Aim of the task -
Among the entries below, find every line that has "data" and pull it out.

Material for this task -
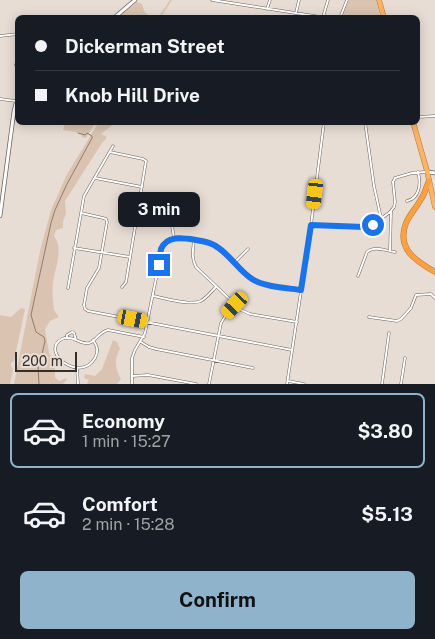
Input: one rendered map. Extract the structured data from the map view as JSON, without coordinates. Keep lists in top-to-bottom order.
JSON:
{
  "scale_bar": "200 m",
  "page": {
    "banner": ["Dickerman Street", "Knob Hill Drive"],
    "bubble": "3 min",
    "scale": "200 m",
    "list": [
      {
        "name": "Economy",
        "note": "1 min · 15:27",
        "value": "$3.80"
      },
      {
        "name": "Comfort",
        "note": "2 min · 15:28",
        "value": "$5.13"
      }
    ],
    "buttons": "Confirm"
  }
}
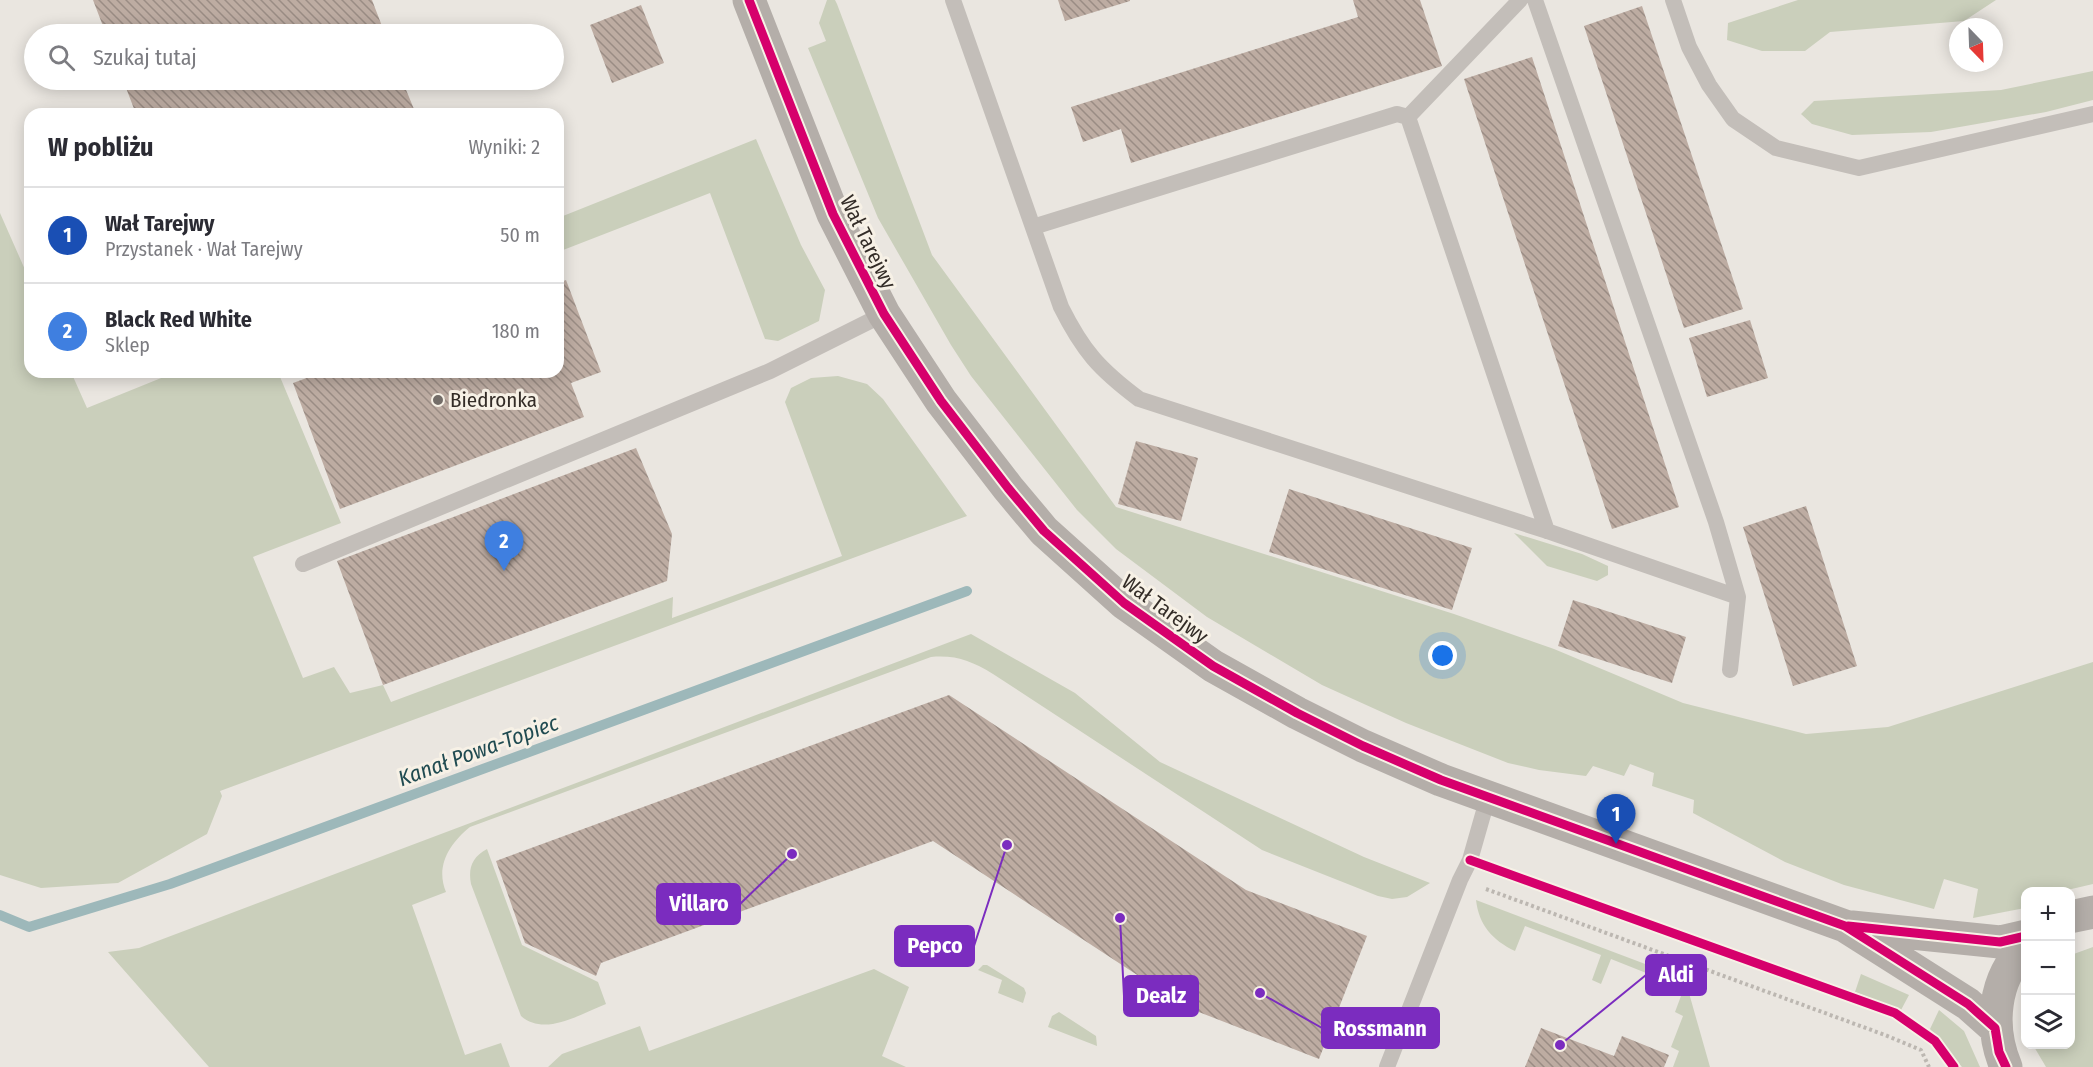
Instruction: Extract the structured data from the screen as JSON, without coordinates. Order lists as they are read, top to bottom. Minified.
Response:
{"streets":{"street":["Wał Tarejwy"]},"water":["Kanał Powa-Topiec"],"places":["Biedronka","Pepco","Villaro","Dealz","Rossmann","Aldi"],"north":"bottom right","page":{"search":"Szukaj tutaj","heading":["W pobliżu","Wyniki: 2"],"list":[{"mark":"1","name":"Wał Tarejwy","note":"Przystanek · Wał Tarejwy","value":"50 m"},{"mark":"2","name":"Black Red White","note":"Sklep","value":"180 m"}],"pins":["2","1"],"map_buttons":["+","−"]}}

Answer space -
Input: one rendered map. Extract the structured data from the map view as JSON, without coordinates. Keep lists in top-to-bottom order.
Instruction: Extract the structured data from the screen as JSON, without coordinates. Order lists as they are read, top to bottom. Minified.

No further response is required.